Symptomatic of the challenges is opposition to transmission projects seen as critical to connecting massive volumes of new wind, solar and hydro capacity.

Rebecca Tobin and her family don’t want overhead transmission lines on their property. (Credit: Rosie O’Keefe/Silk Imagery)

At Darlow, about 420km south-west of Sydney, Rebecca Tobin opposed plans to build a high-voltage power line known as HumeLink through her cattle farm.

Ms Tobin said she was particularly concerned about the increased risk of bushfires.

“The Dunnsweg fire started just kilometers away from where we are,” Ms Tobin said, referring to a fire from the black summer of 2019.

“That fire was terrifying and lived through it [makes] you think you’re going to lose everything.

“We already have a 330kV line. It will be parallel to that.

“During the fires, my father witnessed the 330kV line arc.

“And he was completely petrified by what he saw.”

Community concerns are increasing

The 40-year-old is part of a group of landowners affected by HumeLink who are pushing for the project to be built underground as much as possible.

Transgrid, the company behind HumeLink, has suggested the cost of putting the line underground could be as much as three times higher than building overhead.

It says the $3.3 billion project is needed to fully connect an expanded Snowy 2.0 pumped hydro facility, due for completion from 2025.

Chris Bowen says “there will be no transition without broadcasting”. (ABC News: Peter Curtis)

A spokesperson for Transgrid said the company was always vigilant in its maintenance of assets to guard against the risk of bushfires.

“We are working with all stakeholders to find the best solution to this challenge and welcome further engagement on this critically important issue,” the spokesperson said.

“Transgrid shares the Australian Energy Regulator’s vision to ensure a secure, reliable and affordable energy future for all Australians.”

Ms Tobin said she was a supporter of renewable energy, but it was wrong to build transmission lines in places where it could increase the risks of bushfires in a hot climate.

“We understand that HumeLink is necessary to secure the electricity network,” she said.

“But what we don’t understand is the way it’s done and that when you have the technology to put it underground, why isn’t that what we’re going for.”

New capacity “not really optional” An expensive expansion of the Snowy hydro scheme relies on transmission upgrades to succeed. (Supplied: Snowy Hydro)
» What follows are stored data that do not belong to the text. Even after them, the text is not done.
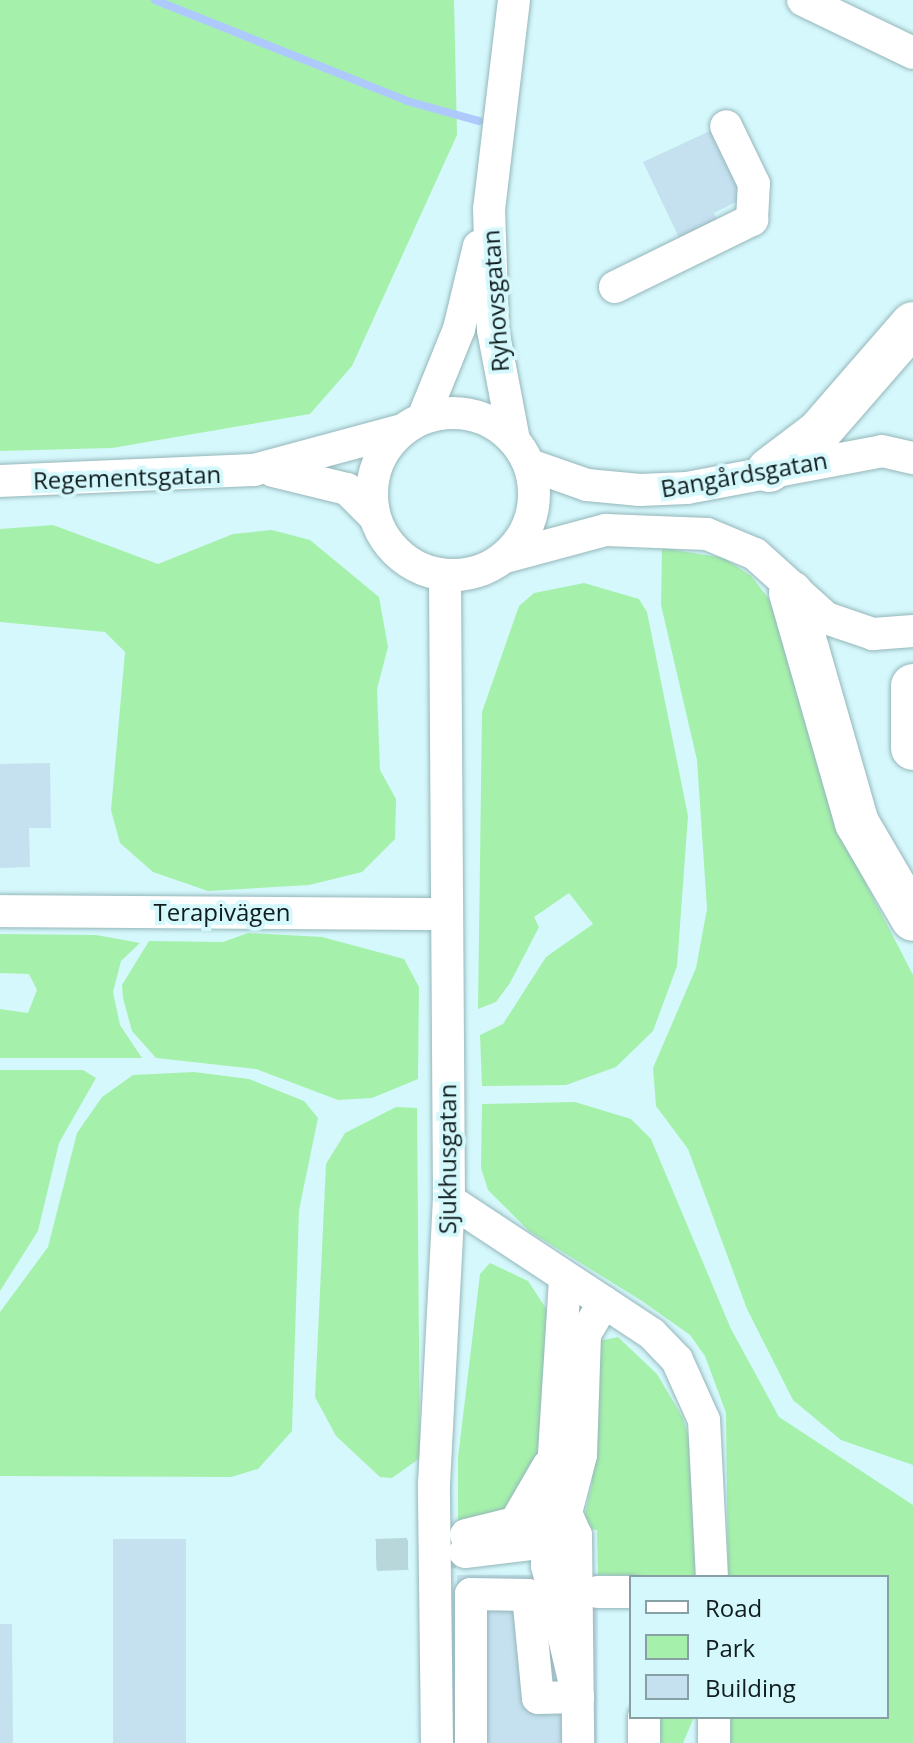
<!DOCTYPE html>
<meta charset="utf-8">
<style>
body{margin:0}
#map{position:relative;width:913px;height:1743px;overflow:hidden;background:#d5f8fc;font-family:"Open Sans",sans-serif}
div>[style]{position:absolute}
.green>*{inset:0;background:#a5f1ab}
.stream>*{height:8px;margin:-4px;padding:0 4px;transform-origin:4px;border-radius:4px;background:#aecafd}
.building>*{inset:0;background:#c5e1f0}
.minor-tunnel>*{height:32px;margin-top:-16px;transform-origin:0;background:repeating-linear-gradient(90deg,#b7d7db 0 32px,transparent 0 48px)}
.roads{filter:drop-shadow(0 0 2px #95b6ba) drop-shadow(0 0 2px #95b6ba)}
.minor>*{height:32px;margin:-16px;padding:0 16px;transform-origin:16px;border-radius:16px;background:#fff}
.minor>.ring{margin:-16px;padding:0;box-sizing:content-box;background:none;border:32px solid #fff;border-radius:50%}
.highway>*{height:44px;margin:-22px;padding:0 22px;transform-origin:22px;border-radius:22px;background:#fff}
span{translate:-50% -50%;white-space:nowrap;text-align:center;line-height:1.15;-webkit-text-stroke:8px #d5f8fc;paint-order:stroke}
.street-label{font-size:24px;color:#101d1e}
.legend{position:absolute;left:629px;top:1575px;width:260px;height:144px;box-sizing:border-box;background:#d5f8fc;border:2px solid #86a0a3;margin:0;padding:10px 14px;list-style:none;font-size:24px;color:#101d1e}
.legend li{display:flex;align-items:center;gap:16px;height:40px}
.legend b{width:40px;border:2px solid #86a0a3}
</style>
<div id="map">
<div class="green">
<i style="clip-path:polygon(0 0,454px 0,457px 135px,352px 366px,310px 414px,112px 448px,0 451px)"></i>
<i style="clip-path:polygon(53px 525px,158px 564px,233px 534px,272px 530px,310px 540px,379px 597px,388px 647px,377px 689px,380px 770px,396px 799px,395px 839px,362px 872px,309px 885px,208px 891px,153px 872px,120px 843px,111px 810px,125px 652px,105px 632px,0 622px,0 529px)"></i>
<i style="clip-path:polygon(662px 548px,724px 558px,751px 576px,776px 608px,847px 847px,913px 975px,913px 1465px,841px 1440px,793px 1400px,747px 1309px,688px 1149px,656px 1106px,653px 1068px,696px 968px,707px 909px,697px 760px,661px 605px)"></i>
<i style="clip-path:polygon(584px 583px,639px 599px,647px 612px,688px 816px,677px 966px,653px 1031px,616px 1067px,566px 1085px,482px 1086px,480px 1035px,503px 1024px,546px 957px,593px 924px,569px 893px,534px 917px,539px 927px,510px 983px,496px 1002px,478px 1009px,482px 712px,519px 606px,534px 593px)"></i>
<i style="clip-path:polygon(248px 933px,322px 937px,404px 959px,419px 987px,418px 1079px,372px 1098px,338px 1100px,256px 1069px,156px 1058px,132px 1031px,123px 998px,122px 985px,149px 941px,223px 942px)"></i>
<i style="clip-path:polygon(0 934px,96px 935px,140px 943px,121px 961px,113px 992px,120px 1025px,142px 1058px,0 1058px,0 1009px,28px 1013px,37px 990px,29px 974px,0 973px)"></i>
<i style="clip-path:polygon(0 1070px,83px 1070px,96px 1078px,59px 1143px,38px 1231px,0 1291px)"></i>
<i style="clip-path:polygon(194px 1072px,249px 1079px,304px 1101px,318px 1118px,299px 1210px,292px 1431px,258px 1469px,231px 1477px,0 1476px,0 1312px,48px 1247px,77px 1133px,102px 1097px,133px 1075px)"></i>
<i style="clip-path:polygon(575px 1102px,631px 1119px,651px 1139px,731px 1329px,779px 1417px,913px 1505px,913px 1743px,728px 1743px,728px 1717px,887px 1717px,887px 1577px,728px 1577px,726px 1413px,705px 1356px,690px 1335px,642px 1301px,529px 1231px,488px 1190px,481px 1168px,482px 1104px)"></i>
<i style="clip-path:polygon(396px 1107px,417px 1108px,420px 1458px,392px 1478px,380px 1477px,336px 1436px,315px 1397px,326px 1164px,345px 1133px)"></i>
<i style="clip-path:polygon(490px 1263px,528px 1281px,549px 1313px,544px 1444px,521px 1504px,458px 1530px,458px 1458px,480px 1274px)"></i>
<i style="clip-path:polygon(618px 1337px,657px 1374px,683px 1418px,694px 1456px,695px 1577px,598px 1575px,597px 1530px,582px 1528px,592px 1483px,592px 1359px,599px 1341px)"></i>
<i style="clip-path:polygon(654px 1717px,694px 1717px,683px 1743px,654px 1743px)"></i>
</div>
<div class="stream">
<i style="left:155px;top:0;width:271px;rotate:21.8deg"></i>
<i style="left:407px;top:101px;width:75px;rotate:15.5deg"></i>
</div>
<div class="building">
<i style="clip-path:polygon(712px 130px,744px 198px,714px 213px,721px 228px,683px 246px,643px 162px)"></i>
<i style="clip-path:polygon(50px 763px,51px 828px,29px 828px,30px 867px,0 868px,0 764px)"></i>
<i style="clip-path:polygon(113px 1539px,186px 1539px,186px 1743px,113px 1743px)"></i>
<i style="clip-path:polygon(457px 1575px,598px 1575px,597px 1743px,457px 1743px)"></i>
<i style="clip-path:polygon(0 1624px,12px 1624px,13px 1743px,0 1743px)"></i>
</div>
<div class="minor-tunnel">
<i style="left:376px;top:1555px;width:85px;rotate:-2deg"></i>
</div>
<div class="roads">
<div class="minor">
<i style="left:514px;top:0;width:210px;rotate:96.8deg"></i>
<i style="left:489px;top:209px;width:121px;rotate:88.1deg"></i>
<i style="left:493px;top:330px;width:112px;rotate:79.2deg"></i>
<i style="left:803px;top:0;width:122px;rotate:25.7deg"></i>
<i style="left:615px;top:287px;width:153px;rotate:-26.1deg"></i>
<i style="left:752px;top:220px;width:36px;rotate:-87deg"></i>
<i style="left:754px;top:184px;width:64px;rotate:-115.8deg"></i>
<i class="ring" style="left:372px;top:413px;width:130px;height:130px"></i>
<i style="left:423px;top:418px;width:96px;rotate:-68deg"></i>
<i style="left:459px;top:329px;width:85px;rotate:-76.5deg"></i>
<i style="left:530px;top:465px;width:60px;rotate:19.3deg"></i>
<i style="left:587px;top:485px;width:53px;rotate:5.4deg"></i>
<i style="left:640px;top:490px;width:47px;rotate:-2.4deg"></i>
<i style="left:687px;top:488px;width:198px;rotate:-10.7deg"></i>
<i style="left:882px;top:451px;width:32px;rotate:13deg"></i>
<i style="left:273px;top:471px;width:76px;rotate:13.7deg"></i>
<i style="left:347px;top:489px;width:38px;rotate:45deg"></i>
<i style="left:0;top:481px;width:254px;rotate:-2.5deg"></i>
<i style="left:254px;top:470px;width:153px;rotate:-15.1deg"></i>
<i style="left:505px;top:557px;width:105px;rotate:-15deg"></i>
<i style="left:606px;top:530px;width:101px;rotate:2.3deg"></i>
<i style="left:707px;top:534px;width:52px;rotate:22.6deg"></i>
<i style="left:755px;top:554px;width:96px;rotate:42deg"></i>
<i style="left:826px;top:618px;width:50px;rotate:18.8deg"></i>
<i style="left:873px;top:634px;width:40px;rotate:-4.3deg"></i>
<i style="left:0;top:911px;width:445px;rotate:0.4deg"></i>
<i style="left:449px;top:1200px;width:243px;rotate:33.4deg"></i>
<i style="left:652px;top:1334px;width:36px;rotate:46deg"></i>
<i style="left:677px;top:1360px;width:66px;rotate:65.8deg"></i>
<i style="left:704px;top:1420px;width:157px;rotate:87.1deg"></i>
<i style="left:565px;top:1279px;width:287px;rotate:93.6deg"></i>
<i style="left:547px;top:1565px;width:136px;rotate:76.8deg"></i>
<i style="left:566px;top:1513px;width:24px;rotate:66deg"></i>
<i style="left:576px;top:1535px;width:208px;rotate:89.4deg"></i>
<i style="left:466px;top:1535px;width:50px;rotate:-13.8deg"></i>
<i style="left:515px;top:1523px;width:66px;rotate:-59.9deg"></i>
<i style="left:465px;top:1552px;width:66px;rotate:-6.9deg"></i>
<i style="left:531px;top:1544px;width:47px;rotate:-41.5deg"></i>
<i style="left:566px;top:1513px;width:60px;rotate:-75.5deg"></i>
<i style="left:581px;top:1455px;width:121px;rotate:-88.1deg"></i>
<i style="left:585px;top:1334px;width:37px;rotate:-59deg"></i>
<i style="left:598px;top:1592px;width:33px"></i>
<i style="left:714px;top:1717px;width:26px;rotate:90deg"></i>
<i style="left:437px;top:1743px;width:259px;rotate:-90.7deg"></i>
<i style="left:434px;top:1484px;width:284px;rotate:-87deg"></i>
<i style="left:449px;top:1200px;width:625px;rotate:-90.37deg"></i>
<i style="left:471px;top:1743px;width:149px;rotate:-90deg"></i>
<i style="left:471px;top:1594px;width:57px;rotate:1deg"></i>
<i style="left:528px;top:1595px;width:103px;rotate:84.5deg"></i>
<i style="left:538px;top:1698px;width:40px;rotate:-1.4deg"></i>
<i style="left:644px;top:1743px;width:26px;rotate:-90deg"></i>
</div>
<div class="highway">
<i style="left:769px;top:470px;width:63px;rotate:-37.2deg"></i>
<i style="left:819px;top:432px;width:143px;rotate:-49deg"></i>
<i style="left:791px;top:593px;width:239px;rotate:74deg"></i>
<i style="left:857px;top:823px;width:111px;rotate:59.7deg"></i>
<i style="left:913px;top:686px;width:62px;rotate:90deg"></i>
</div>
</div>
<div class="street-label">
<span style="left:495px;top:301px;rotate:-94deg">Ryhovsgatan</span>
<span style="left:744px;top:474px;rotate:-10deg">Bangårdsgatan</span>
<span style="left:127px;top:477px;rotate:-2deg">Regementsgatan</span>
<span style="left:222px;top:912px">Terapivägen</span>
<span style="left:447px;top:1159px;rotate:-90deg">Sjukhusgatan</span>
</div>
<ul class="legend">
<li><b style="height:10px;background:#fff"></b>Road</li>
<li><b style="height:22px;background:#a5f1ab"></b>Park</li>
<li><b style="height:22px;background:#c5e1f0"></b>Building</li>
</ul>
</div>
Dr McConnell said Australia had little time to build the renewable generation capacity needed to keep the system stable.

“We need to deploy a lot of capital and build a lot of capacity, but even if we didn’t care about emissions, we would still need to deploy a lot of capital and build a lot of stuff very quickly,” Dr McConnell said.

“It’s a bit of a false choice in that sense, to say whether it’s necessary or feasible or not, because it’s something we kind of have to do to have a reliable electricity system.

“If we don’t build these things fast enough, or we don’t replace plants that come out, then we’re going to have challenges with reliability and keeping the lights on.”